State v. Garcia

Decision Date16 December 1964
Docket NumberNo. 1346,1346
Citation97 Ariz. 102,397 P.2d 214
PartiesThe STATE of Arizona, Appellee, v. Nacho GARCIA, Appellant.
CourtArizona Supreme Court

Robert W. Pickrell, Atty. Gen., and Norman E. Green, County Atty. of Pima County, by Carl Waag, Deputy County Atty., for appellee.

S. Leonard Scheff, Tucson, for appellant.

BERNSTEIN, Justice.

Appellant was charged with the illegal possession of marijuana under A.R.S. § 36-1002.05. He was tried and convicted before Judge Alice Truman sitting without a jury in the Superior Court of Pima County. He was represented by counsel at the trial. Other counsel represents him on this appeal.

The officers testified that when appellant was arrested they found marijuana in the trunk of his car, and that residual traces of marijuana were found by laboratory tests of a coat alleged to belong to appellant. Appellant testified that others had access to his car and that he did not know the marijuana was there. Appellant is a Mexican national, illegally in this country. He has pled guilty to burglary charges numerous times, and in 1933 was convicted on a marijuana charge which was alleged as a prior conviction in the amended complaint upon which he was tried.

We consider appellant's assignments of error relating to the admission of evidence of other crimes.

Over objection by appellant's trial counsel, evidence was admitted that Alex Jacome's gasoline credit card was in appellant's wallet at the time of his arrest. The possession of this credit card connected appellant with a burglary for which he was scheduled to stand trial separately. Evidence was also introduced that appellant was wanted for burglary elsewhere, and that he was illegally in this country. It was error to admit any of this evidence. Thompson v. State, 21 Ariz. 268, 187 P. 579; State v. Thomas, 71 Ariz. 423, 229 P.2d 246; State v. Hunt, 91 Ariz. 145, 370 P.2d 640; State v. Kellington, 91 Ariz. 396, 381 P.2d 215; State v. Eddington, 95 Ariz. 10, 386 P.2d 20.

The result in this case depends on whether a rule of exclusion designed to protect juries from being misled by the introduction of inadmissible and prejudicial matter should be applied to a case which was tried by a judge without a jury.
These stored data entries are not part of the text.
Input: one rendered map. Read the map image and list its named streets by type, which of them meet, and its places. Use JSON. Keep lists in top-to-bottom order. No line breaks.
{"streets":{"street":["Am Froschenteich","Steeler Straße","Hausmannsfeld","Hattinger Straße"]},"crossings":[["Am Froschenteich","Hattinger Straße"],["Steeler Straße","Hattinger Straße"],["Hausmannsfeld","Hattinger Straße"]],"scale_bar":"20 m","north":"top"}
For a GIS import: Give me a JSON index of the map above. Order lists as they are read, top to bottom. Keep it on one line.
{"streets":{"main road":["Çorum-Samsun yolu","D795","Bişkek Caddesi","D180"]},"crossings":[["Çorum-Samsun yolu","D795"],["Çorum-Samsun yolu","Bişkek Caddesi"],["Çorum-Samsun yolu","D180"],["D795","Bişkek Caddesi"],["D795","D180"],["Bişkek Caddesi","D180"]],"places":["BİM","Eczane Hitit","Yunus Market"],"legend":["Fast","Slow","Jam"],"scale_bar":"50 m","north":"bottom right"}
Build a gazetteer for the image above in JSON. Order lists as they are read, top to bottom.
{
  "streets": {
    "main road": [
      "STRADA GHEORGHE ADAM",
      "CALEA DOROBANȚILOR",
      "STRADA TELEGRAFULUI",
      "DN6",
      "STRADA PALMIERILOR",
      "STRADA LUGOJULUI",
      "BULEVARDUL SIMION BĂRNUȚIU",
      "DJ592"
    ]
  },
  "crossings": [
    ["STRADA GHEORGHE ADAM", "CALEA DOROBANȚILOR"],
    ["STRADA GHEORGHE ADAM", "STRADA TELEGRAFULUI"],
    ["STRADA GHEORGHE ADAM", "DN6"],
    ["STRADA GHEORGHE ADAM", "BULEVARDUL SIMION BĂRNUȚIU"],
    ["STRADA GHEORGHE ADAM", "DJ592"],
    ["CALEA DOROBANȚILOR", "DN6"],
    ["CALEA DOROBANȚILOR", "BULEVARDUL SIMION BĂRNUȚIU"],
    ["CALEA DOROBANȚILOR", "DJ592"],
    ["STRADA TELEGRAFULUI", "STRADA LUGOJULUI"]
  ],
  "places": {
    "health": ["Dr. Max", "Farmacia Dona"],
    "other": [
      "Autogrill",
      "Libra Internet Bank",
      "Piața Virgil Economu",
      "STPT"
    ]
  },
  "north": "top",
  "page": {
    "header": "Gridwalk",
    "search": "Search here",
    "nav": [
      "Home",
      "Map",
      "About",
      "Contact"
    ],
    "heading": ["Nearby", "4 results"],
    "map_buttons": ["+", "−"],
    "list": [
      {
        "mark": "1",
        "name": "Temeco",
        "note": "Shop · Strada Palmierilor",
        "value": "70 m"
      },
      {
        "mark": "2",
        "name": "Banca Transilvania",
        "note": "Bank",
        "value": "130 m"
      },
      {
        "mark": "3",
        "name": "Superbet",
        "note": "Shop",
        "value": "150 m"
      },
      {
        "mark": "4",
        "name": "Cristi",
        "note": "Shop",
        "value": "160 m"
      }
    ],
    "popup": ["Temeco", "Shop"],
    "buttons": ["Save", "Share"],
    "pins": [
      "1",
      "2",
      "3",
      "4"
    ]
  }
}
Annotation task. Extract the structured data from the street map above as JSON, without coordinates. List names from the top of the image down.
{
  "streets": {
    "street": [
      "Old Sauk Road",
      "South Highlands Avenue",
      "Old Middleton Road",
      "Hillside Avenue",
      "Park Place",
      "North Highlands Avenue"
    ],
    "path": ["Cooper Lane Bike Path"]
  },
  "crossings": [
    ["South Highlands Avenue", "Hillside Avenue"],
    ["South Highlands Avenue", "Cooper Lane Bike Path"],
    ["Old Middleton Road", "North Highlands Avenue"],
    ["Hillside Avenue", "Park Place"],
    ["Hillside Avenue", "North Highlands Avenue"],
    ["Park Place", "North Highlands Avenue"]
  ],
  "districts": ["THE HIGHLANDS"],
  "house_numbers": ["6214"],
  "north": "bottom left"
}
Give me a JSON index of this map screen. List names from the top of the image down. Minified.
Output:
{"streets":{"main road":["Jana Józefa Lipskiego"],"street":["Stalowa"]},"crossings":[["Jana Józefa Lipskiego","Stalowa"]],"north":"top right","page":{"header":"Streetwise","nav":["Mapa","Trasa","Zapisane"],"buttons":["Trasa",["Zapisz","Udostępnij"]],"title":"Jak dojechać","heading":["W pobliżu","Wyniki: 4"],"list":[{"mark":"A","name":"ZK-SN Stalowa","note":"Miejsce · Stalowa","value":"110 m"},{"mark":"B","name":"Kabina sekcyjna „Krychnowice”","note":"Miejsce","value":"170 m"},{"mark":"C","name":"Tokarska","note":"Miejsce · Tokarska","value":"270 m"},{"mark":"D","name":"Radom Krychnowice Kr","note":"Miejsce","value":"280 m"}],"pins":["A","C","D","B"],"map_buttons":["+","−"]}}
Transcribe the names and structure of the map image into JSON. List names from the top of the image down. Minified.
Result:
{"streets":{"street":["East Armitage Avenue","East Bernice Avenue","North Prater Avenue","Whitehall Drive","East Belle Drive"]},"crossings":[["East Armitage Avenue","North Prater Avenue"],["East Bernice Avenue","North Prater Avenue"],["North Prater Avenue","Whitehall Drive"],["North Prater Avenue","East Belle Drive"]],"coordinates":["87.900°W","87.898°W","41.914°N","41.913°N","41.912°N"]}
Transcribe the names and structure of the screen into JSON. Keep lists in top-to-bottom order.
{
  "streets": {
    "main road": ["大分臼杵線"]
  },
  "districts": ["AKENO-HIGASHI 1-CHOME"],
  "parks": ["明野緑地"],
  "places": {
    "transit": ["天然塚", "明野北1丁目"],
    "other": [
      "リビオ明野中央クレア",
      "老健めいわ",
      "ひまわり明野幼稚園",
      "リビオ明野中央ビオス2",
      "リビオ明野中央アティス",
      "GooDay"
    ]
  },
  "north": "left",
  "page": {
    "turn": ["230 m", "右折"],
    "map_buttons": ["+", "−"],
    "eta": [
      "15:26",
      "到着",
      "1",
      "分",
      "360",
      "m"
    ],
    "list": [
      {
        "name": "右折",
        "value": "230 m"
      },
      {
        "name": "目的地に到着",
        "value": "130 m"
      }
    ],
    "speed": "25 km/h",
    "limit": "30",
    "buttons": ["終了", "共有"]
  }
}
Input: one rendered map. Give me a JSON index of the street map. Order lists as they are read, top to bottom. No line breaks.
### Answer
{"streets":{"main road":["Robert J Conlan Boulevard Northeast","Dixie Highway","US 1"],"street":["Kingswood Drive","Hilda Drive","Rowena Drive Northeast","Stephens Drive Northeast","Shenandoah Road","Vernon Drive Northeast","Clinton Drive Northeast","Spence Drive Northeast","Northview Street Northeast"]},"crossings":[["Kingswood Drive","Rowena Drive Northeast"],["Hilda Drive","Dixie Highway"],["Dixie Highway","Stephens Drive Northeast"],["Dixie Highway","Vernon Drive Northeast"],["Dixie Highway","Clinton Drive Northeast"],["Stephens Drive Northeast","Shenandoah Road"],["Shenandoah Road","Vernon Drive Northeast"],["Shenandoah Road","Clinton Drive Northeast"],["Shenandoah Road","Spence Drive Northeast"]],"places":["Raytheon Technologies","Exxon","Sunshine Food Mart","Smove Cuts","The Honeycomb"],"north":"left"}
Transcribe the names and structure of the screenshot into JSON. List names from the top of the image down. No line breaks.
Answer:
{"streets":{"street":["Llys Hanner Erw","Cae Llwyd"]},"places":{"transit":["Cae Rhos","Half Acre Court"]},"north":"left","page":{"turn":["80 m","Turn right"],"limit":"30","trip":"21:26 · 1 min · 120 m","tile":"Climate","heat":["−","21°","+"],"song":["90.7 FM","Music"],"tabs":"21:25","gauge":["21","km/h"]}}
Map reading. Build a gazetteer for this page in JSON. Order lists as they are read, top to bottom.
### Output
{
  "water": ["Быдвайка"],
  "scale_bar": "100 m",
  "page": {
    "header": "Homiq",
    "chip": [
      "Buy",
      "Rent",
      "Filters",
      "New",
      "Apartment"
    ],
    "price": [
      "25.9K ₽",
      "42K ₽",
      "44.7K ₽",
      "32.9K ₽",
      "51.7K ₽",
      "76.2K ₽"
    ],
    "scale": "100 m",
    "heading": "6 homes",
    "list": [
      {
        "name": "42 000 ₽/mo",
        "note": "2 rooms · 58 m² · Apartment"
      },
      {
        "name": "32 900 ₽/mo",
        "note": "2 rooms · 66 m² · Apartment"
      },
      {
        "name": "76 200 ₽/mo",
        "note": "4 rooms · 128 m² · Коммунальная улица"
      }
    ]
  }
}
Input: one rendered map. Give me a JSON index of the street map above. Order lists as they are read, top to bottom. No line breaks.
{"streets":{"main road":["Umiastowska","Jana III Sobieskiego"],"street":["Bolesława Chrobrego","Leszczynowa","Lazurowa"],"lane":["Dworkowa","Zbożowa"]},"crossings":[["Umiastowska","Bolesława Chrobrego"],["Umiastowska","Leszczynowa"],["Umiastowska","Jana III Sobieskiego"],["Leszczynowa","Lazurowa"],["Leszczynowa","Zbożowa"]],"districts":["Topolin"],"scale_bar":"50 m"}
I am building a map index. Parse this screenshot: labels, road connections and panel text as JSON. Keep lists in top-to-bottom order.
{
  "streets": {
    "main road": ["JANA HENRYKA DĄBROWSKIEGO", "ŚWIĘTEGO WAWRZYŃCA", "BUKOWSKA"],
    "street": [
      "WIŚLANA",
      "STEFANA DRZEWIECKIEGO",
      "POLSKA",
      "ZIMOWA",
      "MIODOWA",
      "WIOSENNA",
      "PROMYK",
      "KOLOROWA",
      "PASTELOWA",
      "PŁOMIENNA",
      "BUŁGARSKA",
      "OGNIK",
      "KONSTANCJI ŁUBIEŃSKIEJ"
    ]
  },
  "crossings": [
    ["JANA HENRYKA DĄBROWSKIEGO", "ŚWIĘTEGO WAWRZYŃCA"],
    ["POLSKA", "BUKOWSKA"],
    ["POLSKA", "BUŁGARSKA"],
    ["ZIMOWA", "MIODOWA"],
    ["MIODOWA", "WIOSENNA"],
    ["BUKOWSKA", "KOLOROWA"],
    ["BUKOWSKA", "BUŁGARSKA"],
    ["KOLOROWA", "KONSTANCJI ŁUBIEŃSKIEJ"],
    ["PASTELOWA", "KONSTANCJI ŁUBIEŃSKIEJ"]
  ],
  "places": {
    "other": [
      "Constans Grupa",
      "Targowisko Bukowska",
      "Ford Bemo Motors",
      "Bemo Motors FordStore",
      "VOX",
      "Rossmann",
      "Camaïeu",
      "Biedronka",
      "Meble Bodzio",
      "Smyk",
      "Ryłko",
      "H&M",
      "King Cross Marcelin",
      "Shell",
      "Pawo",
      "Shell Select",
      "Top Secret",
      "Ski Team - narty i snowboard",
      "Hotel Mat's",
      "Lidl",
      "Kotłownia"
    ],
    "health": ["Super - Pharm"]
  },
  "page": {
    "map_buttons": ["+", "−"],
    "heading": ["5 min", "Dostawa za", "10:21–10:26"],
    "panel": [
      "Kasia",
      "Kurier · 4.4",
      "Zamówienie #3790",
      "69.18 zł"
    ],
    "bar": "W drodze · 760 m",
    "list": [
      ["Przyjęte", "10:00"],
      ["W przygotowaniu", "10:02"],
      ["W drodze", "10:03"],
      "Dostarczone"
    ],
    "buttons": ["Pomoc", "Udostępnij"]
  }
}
The Arizona Constitutional was amended in 1960 to permit the waiver of a jury trial in Superior Court with the consent of the court in any criminal cause, Ariz.Const. Art. 6, § 17, A.R.S. The question here presented of the effect of the improper admission of testimony in a criminal case tried without a jury is thus one of first impression in this state.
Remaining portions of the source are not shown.